Tsutsujigasaki Castle (躑躅ヶ崎館, Tsutsujigasaki yakata) was the fortified residence of the final three generations of the Takeda clan, located in the center of the city of Kōfu, Yamanashi Prefecture, Japan. It is not a Japanese castle in the proper sense of the word, and is not referred to as a "castle" in Japanese, as it was famously the policy of the Takeda clan to "make men your castle, men your walls, men your moats". Nevertheless, it is listed as one of Japan's Top 100 Castles.

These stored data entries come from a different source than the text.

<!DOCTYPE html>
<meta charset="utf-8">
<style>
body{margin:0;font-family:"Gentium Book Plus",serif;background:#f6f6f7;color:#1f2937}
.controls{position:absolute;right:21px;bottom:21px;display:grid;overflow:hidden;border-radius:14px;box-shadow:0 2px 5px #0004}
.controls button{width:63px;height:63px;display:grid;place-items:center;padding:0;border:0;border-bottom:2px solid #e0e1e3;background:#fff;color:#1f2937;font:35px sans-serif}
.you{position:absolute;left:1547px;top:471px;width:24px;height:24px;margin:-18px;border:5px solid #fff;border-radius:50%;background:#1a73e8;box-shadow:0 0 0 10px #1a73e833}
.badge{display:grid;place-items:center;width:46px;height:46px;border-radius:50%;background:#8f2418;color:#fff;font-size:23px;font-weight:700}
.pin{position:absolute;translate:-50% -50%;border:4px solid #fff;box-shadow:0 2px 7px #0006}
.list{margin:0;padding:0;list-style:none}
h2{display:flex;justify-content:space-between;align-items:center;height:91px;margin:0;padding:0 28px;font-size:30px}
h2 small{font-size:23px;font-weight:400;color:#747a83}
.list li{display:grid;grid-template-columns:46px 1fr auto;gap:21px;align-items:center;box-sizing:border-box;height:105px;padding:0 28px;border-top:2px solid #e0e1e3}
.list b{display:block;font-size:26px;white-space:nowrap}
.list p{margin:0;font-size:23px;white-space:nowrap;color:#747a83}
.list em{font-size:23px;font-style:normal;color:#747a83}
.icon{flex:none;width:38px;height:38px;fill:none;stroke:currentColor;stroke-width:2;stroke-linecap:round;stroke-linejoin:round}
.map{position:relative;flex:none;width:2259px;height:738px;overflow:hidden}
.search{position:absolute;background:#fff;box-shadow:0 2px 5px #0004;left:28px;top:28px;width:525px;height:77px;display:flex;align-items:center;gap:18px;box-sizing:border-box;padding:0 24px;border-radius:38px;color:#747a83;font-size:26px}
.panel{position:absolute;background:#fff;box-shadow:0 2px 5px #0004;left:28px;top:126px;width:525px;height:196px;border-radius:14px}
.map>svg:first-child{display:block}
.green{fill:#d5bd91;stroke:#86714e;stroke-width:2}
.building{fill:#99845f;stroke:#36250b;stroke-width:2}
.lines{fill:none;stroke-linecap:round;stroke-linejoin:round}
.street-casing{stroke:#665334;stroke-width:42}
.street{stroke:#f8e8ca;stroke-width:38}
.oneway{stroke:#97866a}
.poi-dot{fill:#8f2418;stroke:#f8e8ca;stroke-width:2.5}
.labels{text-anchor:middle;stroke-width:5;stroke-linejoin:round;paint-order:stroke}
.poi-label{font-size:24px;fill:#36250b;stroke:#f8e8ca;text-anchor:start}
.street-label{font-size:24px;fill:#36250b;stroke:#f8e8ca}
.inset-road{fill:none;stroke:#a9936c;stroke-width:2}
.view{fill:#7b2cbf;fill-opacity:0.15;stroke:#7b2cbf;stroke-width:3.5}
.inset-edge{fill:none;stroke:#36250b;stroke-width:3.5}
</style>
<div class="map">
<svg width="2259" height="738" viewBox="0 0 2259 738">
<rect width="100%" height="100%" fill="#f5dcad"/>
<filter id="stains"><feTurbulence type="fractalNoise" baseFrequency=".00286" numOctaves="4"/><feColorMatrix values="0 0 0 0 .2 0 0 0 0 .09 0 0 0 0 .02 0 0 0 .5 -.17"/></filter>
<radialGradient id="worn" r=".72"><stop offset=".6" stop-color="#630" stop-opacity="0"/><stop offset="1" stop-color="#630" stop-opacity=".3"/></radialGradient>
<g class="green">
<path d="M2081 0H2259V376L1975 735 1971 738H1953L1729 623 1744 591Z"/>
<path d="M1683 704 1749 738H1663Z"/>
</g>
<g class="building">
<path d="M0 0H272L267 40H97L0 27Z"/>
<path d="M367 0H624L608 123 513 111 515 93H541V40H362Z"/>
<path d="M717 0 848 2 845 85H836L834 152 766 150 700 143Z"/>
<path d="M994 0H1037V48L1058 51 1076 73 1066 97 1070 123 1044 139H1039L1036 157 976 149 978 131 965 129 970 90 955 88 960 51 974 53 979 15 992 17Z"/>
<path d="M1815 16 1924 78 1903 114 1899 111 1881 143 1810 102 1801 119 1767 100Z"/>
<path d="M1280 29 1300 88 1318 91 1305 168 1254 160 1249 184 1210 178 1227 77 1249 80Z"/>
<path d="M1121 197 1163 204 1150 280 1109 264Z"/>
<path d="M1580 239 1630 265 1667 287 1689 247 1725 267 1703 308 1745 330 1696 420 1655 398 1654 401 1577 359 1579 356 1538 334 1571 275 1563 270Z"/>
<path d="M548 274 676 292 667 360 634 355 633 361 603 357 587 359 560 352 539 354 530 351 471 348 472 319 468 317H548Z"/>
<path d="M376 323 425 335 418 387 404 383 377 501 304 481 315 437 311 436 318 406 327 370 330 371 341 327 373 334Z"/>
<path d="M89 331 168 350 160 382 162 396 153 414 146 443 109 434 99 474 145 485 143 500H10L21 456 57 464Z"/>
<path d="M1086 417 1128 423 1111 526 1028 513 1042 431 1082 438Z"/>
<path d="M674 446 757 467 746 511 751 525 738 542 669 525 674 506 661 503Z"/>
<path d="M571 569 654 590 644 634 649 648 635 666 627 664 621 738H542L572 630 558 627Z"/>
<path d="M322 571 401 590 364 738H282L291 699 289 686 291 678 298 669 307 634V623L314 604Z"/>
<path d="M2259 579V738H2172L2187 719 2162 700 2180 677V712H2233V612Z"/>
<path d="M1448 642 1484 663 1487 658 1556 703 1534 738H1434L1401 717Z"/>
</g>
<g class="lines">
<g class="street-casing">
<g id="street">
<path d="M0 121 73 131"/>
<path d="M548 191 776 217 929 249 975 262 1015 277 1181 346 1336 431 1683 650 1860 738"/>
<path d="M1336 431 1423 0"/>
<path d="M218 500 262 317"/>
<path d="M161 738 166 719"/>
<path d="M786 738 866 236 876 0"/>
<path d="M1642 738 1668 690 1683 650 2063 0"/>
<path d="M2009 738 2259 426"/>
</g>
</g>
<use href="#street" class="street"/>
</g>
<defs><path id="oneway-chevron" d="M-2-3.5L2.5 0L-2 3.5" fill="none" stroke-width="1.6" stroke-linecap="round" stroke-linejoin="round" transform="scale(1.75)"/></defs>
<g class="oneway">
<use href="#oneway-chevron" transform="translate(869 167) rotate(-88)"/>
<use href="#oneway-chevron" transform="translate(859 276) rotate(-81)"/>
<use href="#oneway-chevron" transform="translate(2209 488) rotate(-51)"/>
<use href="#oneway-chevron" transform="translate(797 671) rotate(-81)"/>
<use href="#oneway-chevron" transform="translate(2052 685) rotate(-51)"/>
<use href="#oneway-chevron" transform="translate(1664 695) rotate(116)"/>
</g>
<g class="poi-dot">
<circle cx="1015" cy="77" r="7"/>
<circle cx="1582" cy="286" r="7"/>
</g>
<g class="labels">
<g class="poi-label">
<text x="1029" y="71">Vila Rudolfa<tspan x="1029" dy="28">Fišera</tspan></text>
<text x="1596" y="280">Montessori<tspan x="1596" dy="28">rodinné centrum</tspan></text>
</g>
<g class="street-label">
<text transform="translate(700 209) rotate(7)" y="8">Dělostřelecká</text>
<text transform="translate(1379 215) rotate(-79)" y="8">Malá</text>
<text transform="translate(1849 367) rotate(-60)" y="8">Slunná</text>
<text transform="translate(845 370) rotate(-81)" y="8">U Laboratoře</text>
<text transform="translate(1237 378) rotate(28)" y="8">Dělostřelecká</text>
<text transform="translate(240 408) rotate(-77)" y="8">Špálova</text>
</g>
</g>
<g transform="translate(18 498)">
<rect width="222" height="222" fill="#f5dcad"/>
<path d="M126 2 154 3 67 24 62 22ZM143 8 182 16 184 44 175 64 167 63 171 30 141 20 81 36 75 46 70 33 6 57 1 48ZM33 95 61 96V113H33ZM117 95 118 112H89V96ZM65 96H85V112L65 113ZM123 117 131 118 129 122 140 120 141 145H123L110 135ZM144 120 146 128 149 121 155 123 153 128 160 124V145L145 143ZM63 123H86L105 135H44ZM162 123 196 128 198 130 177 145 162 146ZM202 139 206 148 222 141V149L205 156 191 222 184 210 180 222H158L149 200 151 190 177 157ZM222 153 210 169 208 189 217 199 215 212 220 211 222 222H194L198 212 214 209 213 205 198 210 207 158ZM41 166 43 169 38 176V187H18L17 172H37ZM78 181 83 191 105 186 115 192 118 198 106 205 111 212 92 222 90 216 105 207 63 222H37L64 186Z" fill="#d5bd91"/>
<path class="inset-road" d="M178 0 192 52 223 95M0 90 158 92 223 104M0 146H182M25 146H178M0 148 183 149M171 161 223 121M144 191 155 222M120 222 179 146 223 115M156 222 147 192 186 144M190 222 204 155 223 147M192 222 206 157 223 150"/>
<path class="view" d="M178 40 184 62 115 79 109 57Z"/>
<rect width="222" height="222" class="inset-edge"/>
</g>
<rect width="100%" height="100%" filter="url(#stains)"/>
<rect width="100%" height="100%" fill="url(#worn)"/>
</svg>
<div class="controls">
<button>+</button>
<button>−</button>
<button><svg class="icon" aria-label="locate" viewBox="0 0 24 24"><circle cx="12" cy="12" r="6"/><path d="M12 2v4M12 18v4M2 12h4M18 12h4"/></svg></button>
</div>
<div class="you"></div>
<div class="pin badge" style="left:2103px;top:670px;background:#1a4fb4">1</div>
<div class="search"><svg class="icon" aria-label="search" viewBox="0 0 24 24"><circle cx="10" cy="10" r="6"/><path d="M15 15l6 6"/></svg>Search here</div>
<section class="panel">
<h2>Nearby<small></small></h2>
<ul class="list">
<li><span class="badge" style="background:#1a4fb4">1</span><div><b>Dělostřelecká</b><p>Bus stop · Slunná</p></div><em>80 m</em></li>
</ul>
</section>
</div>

The ruins have been protected as a National Historic Site since 1938. The site is open to the public and now contains the Takeda Shrine, a Shinto shrine dedicated to the deified spirits of the Takeda clan.

==Background==
The Takeda clan was a cadet branch of the Minamoto clan, and gradually gained control over Kai Province from the late Heian period from their bases at Hakusan Castle and Yato Castle. By the Sengoku period, the clan held the position of shugo of Kai Province, and Takeda Nobutora selected a location near the center of the province to build this fortified residence and jōkamachi in 1519. The location was on a gentle slope in the flatlands of the Kōfu Basin, and was considered indefensible by contemporary standards, which dictated that fortifications be built on mountains. Nobutora also built a mountain fortification (Yōgaiyama Castle) nearby as a supporting castle and final redoubt.

==Description==
Tsutsujigasaki consisted of two main enclosures surrounded by a triple series of two flooded moats and one dry moat. The central enclosure was 200 meters square and contained the private residence of the Takeda ruler. The western enclosure is 100 by 200 meters, and was a public area for the administration of the domain, with "umadashi"-style two-story fortified gates to the north and south. Flanking both enclosures, outside the main gates, and also surrounded by water moats, were two kuruwa secondary enclosures; the Miso-guruwa and Baio-guruwa. This was the largest residential complex in eastern Japan during the Sengoku period. The only remains today are some of the surviving water-filled moats and some minor stonework. The Takeda Shrine, built in 1919 is in the centre of the site. To the right of the shrine is a museum, guarded by a stone Hello Kitty.

== History ==
Tsutsujigasaki continued to serve as the principal residence of Takeda Shingen after he deposed his father in 1540. However, his son Takeda Katsuyori built Shinpu Castle, a new and larger castle at Nirasaki and transferred his residence there in 1581. The Takeda clan was extinguished by the coalition forces of Oda Nobunaga and Tokugawa Ieyasu in February 1582. Afterwards, Nobunaga's general, Kawajiri Hidetaka ruled Kai Province from Tsutsujigasaki until Nobunaga's assassination. The Kai Province then came under the direct control of the Tokugawa clan and with the completion of the nearby Kōfu Castle in 1594, the site was abandoned.